Q12. What are researchers in the UK doing to protect us?
A12. “I lead the NIHR Health Protection Research Unit in Emerging and Zoonotic Infections which was established by the UK Government in April 2014 to help protect us from infections like Ebola. It is a collaboration between researchers from the University of Liverpool’s Institute of Infection and Global Health, the Liverpool School of Tropical Medicine, and Public Health England. Members of the Health Protection Research Unit are currently helping to fight the Ebola outbreak in Africa, as well as doing research to try and better understand why this outbreak is especially bad. The Health Protection Research Unit’s virologists are doing research to understand what makes particular strains of Ebola more severe. The Unit’s epidemiologists and modelers are working together to understand the factors involved in its spread, and the risks to the UK.”

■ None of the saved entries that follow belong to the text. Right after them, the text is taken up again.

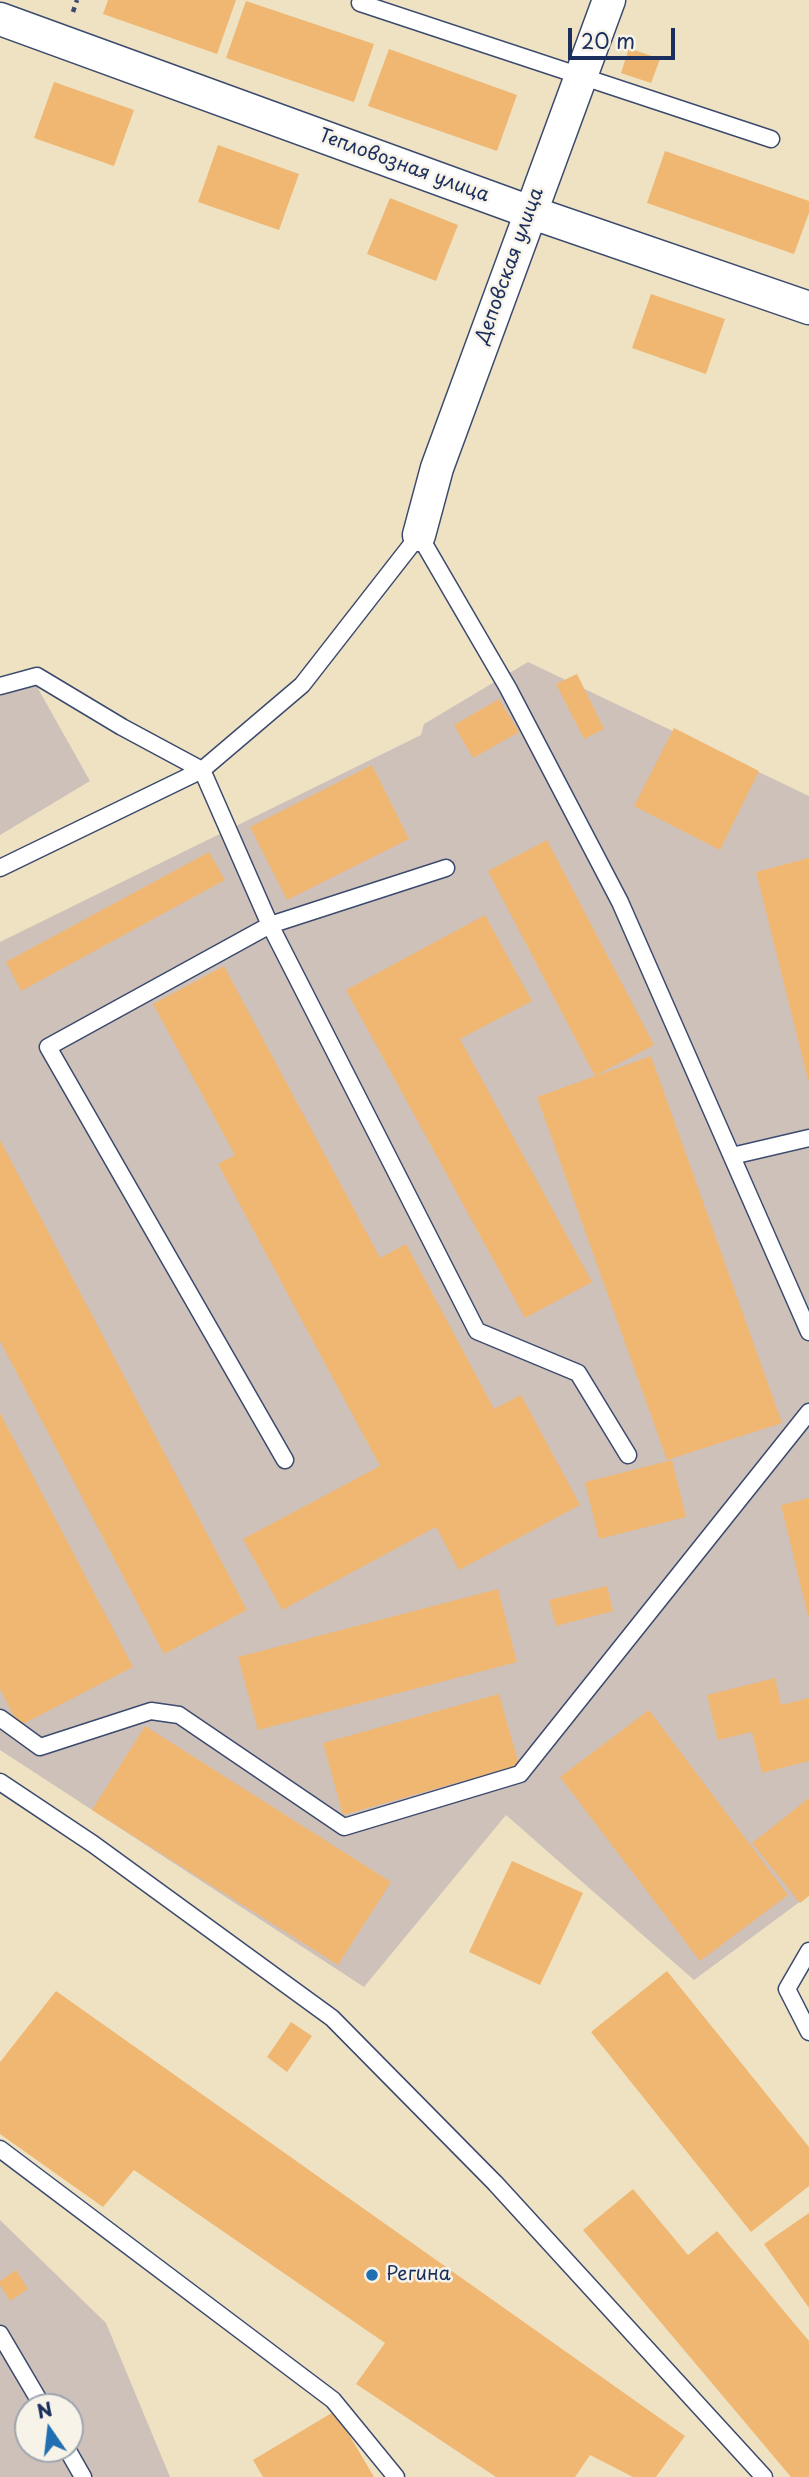 <!DOCTYPE html>
<html>
<head>
<meta charset="utf-8">
<style>
	body { margin:0 }
	#map { position:relative; width:809px; height:2477px; overflow:hidden; background:#eee2c3; font-family:"Playpen Sans",sans-serif }
	canvas { display:block }
	.north { position:absolute; left:14px; top:2393px; width:70px; height:70px; box-sizing:border-box; background:#f7f3e8; border:2px solid #9fa5b1; border-radius:50%; rotate:346deg; font-size:19px; font-weight:700; line-height:28px; text-align:center; color:#1b2f5e }
	.north::after { content:''; display:block; margin:auto; width:24px; height:32px; background:#1f6fb2; clip-path:polygon(50% 0,100% 100%,50% 72%,0 100%) }
	.scale { position:absolute; left:568px; top:28px; width:107px; height:32px; box-sizing:border-box; border:4px solid #1b2f5e; border-top:0; padding-left:9px; font-size:21px; line-height:24px; white-space:nowrap; color:#1b2f5e; -webkit-text-stroke:5px #f7f3e8; paint-order:stroke }
</style>
</head>
<body>
<div id="map">
<canvas width="809" height="2477"></canvas>
<div class="north">N</div>
<div class="scale">20 m</div>
</div>
<script>
const ctx = document.querySelector('canvas').getContext('2d');
ctx.lineJoin = 'round';
function fill(path, color) { ctx.fillStyle = color; ctx.fill(path, 'evenodd'); }
const shape = rows => new Path2D(rows.map(r => 'M' + r).join(''));
function stroke(path, color, width, dash) { ctx.strokeStyle = color; ctx.lineWidth = width; ctx.lineCap = dash ? 'butt' : 'round'; ctx.setLineDash(dash || []); ctx.stroke(path); }
function drawText(font, color, halo, rows, align = 'center') {
  ctx.font = font + ' "Playpen Sans",sans-serif'; ctx.lineWidth = 5; ctx.setLineDash([]); ctx.textBaseline = 'middle'; ctx.strokeStyle = halo; ctx.fillStyle = color; for (const [text, x, y, turn = 0] of rows) {
    ctx.save(); ctx.translate(x, y); ctx.rotate((+turn || 0) * Math.PI / 180); ctx.textAlign = isNaN(turn) ? turn : align; if (halo) ctx.strokeText(text, 0, 0); ctx.fillText(text, 0, 0); ctx.restore();
  }
}
const industrial = shape([
	[528,662,809,796,809,1895,694,1980,506,1815,364,1987,0,1750,0,1335,182,1651,0,1282,0,942,421,735,424,724],
	[36,685,90,781,0,835,0,696],
	[0,2220,106,2323,170,2477,0,2477],
	[28,2407,70,2407,70,2449,28,2449]
]);
const building = shape([
	[108,0,236,0,217,54,103,14],
	[246,1,374,44,354,102,226,58],
	[629,48,660,59,651,83,621,73],
	[389,49,517,95,497,151,368,106],
	[54,82,134,110,114,166,34,138],
	[218,145,299,174,279,230,198,202],
	[665,151,809,201,809,213,794,254,647,203],
	[390,198,458,225,436,281,367,254],
	[651,294,725,319,706,374,632,348],
	[577,674,604,729,584,739,556,684],
	[499,699,519,732,473,758,454,725],
	[674,728,759,771,720,850,634,806],
	[372,765,409,839,287,900,250,827],
	[547,840,654,1045,595,1076,488,871],
	[209,852,225,880,21,991,6,962],
	[809,858,809,1080,808,1080,756,872],
	[485,915,532,1001,460,1039,592,1282,525,1318,346,990],
	[224,966,380,1258,406,1244,494,1409,521,1395,580,1505,459,1570,436,1527,282,1610,243,1539,380,1466,218,1164,235,1155,153,1004],
	[651,1056,782,1423,667,1460,537,1097],
	[0,1140,247,1610,164,1654,0,1341],
	[0,1413,133,1667,19,1726,0,1689],
	[672,1460,686,1517,599,1539,585,1482],
	[809,1498,809,1616,808,1616,781,1505],
	[607,1586,613,1611,556,1626,549,1600],
	[498,1589,517,1662,258,1730,238,1657],
	[775,1678,781,1705,809,1698,809,1761,762,1773,752,1732,718,1740,707,1695],
	[499,1694,519,1765,343,1815,323,1743],
	[649,1710,788,1895,700,1961,560,1777],
	[145,1726,391,1882,338,1965,92,1810],
	[809,1798,809,1896,800,1903,752,1843],
	[512,1861,583,1893,540,1985,469,1952],
	[667,1971,809,2147,809,2186,751,2232,591,2032],
	[56,1991,685,2436,656,2477,633,2477,590,2455,575,2477,496,2477,356,2384,385,2343,134,2170,103,2207,0,2134,0,2062],
	[291,2022,312,2036,287,2072,267,2057],
	[633,2189,688,2255,717,2231,809,2341,809,2477,791,2477,583,2230],
	[809,2213,809,2308,764,2244],
	[16,2270,28,2289,10,2301,0,2285,0,2281],
	[335,2411,374,2477,263,2477,253,2460]
]);
const path = shape([
	[73,12,77,0]
]);
const lane = shape([
	[360,3,771,139],
	[0,686,37,676,122,727,202,770,270,925,477,1331,578,1373,628,1455],
	[0,868,202,770,302,685,419,535,508,688,620,902,809,1332],
	[732,1156,809,1138],
	[285,1460,48,1047,270,925,446,868],
	[0,1718,40,1747,151,1711,179,1715,344,1827,520,1774,809,1412],
	[0,1782,93,1844,332,2018,495,2183,764,2477],
	[809,1951,787,1989,809,2032],
	[0,2149,333,2400,396,2477],
	[0,2334,43,2407],
	[67,2449,83,2477]
]);
const street = shape([
	[0,19,530,212,809,308],
	[419,535,437,468,609,0]
]);
const markers = [
	[372,2275,7,"#1f6fb2"]
];
const streetNames = [
	["Тепловозная улица",404,166,20],
	["Деповская улица",510,266,-70]
];
const poiNames = [
	["Регина",386,2275]
];
fill(industrial, '#cec1ba');
fill(building, '#f0b773');
stroke(lane, '#3b4a6d', 19);
stroke(street, '#3b4a6d', 35);
stroke(path, '#3b4a6d', 4.5, [5, 5]);
stroke(lane, '#fff', 16);
stroke(street, '#fff', 32);
for (const [x, y, r, color] of markers) { const dot = new Path2D(); dot.arc(x, y, r, 0, 2 * Math.PI); ctx.fillStyle = color; ctx.fill(dot); stroke(dot, '#f7f3e8', 2.5); }
drawText('19px', '#1b2f5e', '#f7f3e8', streetNames);
drawText('19px', '#1b2f5e', '#f7f3e8', poiNames, 'left');
</script>
</body>
</html>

Prof Andrew Easton, Professor of Virology, University of Warwick School of Life Sciences, said:
“The first Ebola outbreak was in late 1976 and since then the advance in our knowledge and progress has been mixed. To date, including the current outbreak, there have been 3647 cases of infection in 24 separate incidents and 2262 deaths as a result of the infection – an overall fatality rate of 62%. The current outbreak with over 1200 cases is the largest seen and far exceeds the previous largest outbreak that involved 425 cases. The mortality within outbreaks is very variable and has ranged from 25% (37 of 149 cases) to 90% (128 of 143 cases). The current toll of the West Africa outbreak is 672, though the number of cases and associated deaths continues to rise. The consistently high mortality associated with Ebola virus disease reflects our lack of successful interventions with only supportive treatments being available.
“However, there have been some advances in Ebola virus research. We now fully understand the genetic makeup of the virus strains that have been associated with human infection. Five distinct strains have been identified, of which three have been associated with large outbreaks of Ebola virus disease. Modern diagnostic tools are available to rapidly identify Ebola virus, though access to these in the isolated rural areas of Africa remains problematic for financial and practical reasons. This is unfortunate because rapid diagnosis early in an outbreak is likely to reduce the impact of the infection.

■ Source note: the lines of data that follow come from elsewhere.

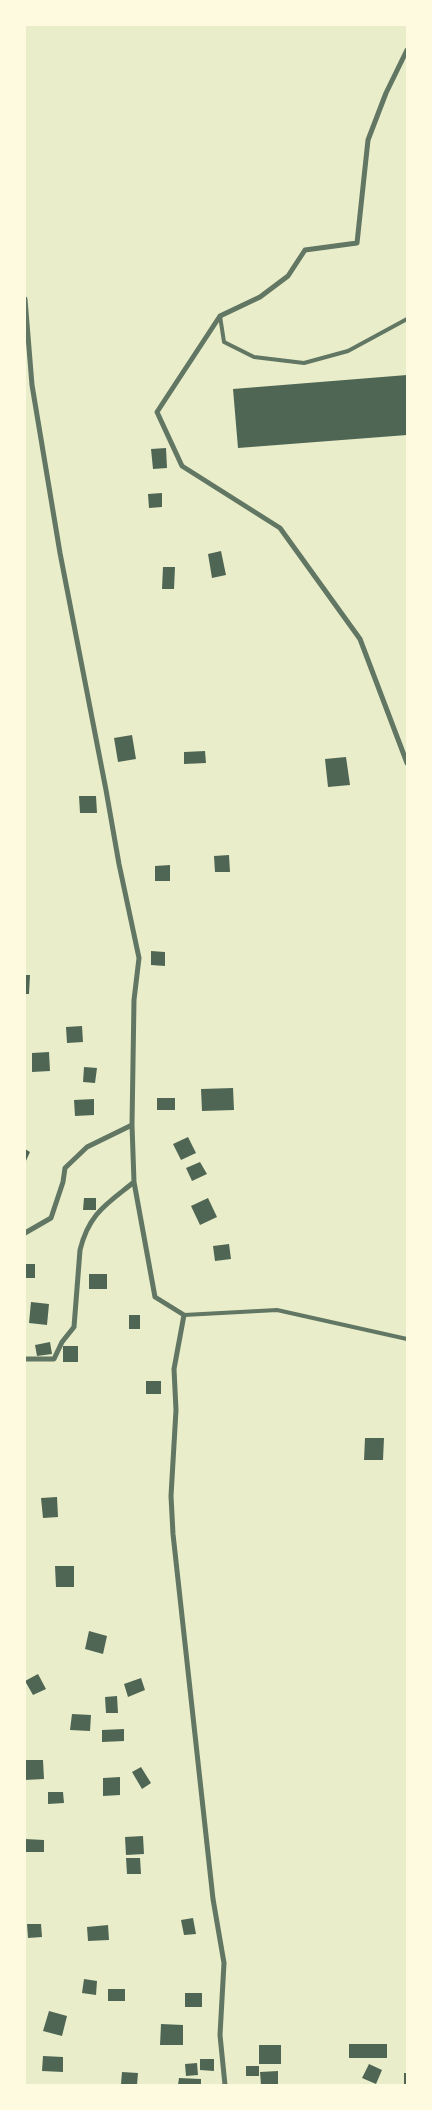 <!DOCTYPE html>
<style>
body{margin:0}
#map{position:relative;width:432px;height:2110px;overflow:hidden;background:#e9edc9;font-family:"Nunito Sans",sans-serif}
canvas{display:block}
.frame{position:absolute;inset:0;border:26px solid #fefae0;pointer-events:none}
</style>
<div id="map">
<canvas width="432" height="2110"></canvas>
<div class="frame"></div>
</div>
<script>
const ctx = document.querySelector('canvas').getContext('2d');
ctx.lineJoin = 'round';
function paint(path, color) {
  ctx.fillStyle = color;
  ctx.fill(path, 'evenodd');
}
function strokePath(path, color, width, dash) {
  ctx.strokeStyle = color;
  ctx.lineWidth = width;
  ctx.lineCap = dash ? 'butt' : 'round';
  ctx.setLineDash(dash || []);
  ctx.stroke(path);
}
const building = new Path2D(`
 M407 375V435L238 448 233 389Z
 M166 448 167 468 153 469 151 449Z
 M162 493V507L149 508 148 494Z
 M221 551 226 575 212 578 208 554Z
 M163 567H175L174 589H162Z
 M132 735 136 759 118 762 114 738Z
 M205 751 206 763 184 764V752Z
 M346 757 350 785 328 787 325 759Z
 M79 796H96L97 813H80Z
 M229 855 230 872H215L214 856Z
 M170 865V881H155V866Z
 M151 951 165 952V966L151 965Z
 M25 975H30L29 994H25Z
 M82 1026 83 1042 67 1043 66 1027Z
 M49 1052 50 1071 32 1072V1053Z
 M84 1067 97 1068 95 1083 83 1082Z
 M233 1088 234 1110 202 1111 201 1089Z
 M157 1098H175V1110H157Z
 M94 1099V1115L75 1116 74 1100Z
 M188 1137 196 1153 181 1160 173 1144Z
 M25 1149 30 1152 25 1163Z
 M200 1162 207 1174 192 1181 186 1168Z
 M84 1198H96V1210H83Z
 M208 1198 217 1217 200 1225 191 1206Z
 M229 1244 231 1259 215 1261 213 1246Z
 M25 1264H35V1278H25Z
 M89 1274H107V1289H89Z
 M31 1302 49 1304 47 1325 29 1323Z
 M129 1315H140V1329H129Z
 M50 1342 52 1354 37 1356 35 1345Z
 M63 1346H78V1362H63Z
 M146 1381H161V1394H146Z
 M365 1438H384L383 1460H364Z
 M57 1497 58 1517 43 1518 41 1498Z
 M55 1566H74V1587H56Z
 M89 1631 107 1636 103 1654 85 1649Z
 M38 1674 46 1689 33 1695 25 1681Z
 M141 1678 145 1690 128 1697 124 1684Z
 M117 1696 118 1713H106L105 1697Z
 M72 1714 91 1715 90 1731 70 1730Z
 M124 1729V1741L102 1742V1730Z
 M25 1760H43L44 1779 25 1780Z
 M141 1767 151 1783 142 1789 132 1772Z
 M120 1777V1795L103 1796V1778Z
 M48 1792H63L64 1803 48 1804Z
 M143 1836 144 1854 126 1855 125 1837Z
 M25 1839 44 1840V1852H25Z
 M126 1858H140L141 1874H127Z
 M193 1918 196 1934 184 1935 181 1920Z
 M27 1924H41L42 1937 28 1938Z
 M108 1925 109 1940 88 1941 87 1927Z
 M84 1979 97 1981 96 1995 82 1993Z
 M108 1989H125V2001H108Z
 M185 1993H202V2007H185Z
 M49 2011 67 2016 62 2036 43 2031Z
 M161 2024 183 2025V2045H160Z
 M349 2044H387V2058H349Z
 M259 2045H281V2064H259Z
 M43 2056 63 2057V2072L42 2071Z
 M200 2059H214V2071L200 2070Z
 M197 2063 198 2075 186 2076 185 2064Z
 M369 2064 382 2070 376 2084 362 2078Z
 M246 2066H259V2076H246Z
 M278 2071V2085H261L260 2072Z
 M122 2072 138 2073 137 2085 121 2084Z
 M404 2073H407V2085H404Z
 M179 2078 201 2079V2085H178Z`);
const service = new Path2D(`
 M220 316 224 342 254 357 304 363 348 351 407 319
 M184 1315 277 1310 407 1339`);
const minor = new Path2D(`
 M407 50 386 93 368 140 357 243 305 250 288 276 260 297 220 316 157 412 182 466 280 528 360 639 407 763
 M25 299 32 385 60 553 106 790 119 864 139 958 134 1000 132 1125 134 1182 155 1297 184 1315 174 1369 176 1410 171 1496 173 1534 213 1899 224 1963 220 2035 225 2085
 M25 1233 51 1218 63 1182 65 1168 87 1147 132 1125
 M25 1359H54L62 1342 74 1327 80 1250C89 1213 107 1204 134 1182`);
paint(building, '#4f6655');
strokePath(service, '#617663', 4);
strokePath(minor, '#617663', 5);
</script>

“In terms of treatment there have been no significant advances at all. Our greater understanding of the route of transmission of the virus between people – through close contact with body secretions and infected blood – means that healthcare staff can take measures to reduce the risk of infection from the patients they are treating and family members can be alerted to the risks.
“Of particular note is the discovery that Ebola virus can persist for several weeks in patients who have recovered and are not presenting with any symptoms of disease. This provided a mechanism for the virus to reappear after an outbreak was apparently declining.
“Finally, we have a greater, but not complete, understanding of the natural animal host in which Ebola virus resides and from which it is introduced into human populations. While Ebola can infect many wild animal species fruit bats are the most likely source of transfer to humans. This knowledge led to the banning of sales of bats in markets in Guinea.
“The overall picture is that while we know a great deal about the virus we have a long way to go in providing effective and accessible prevention and treatment for those at risk.”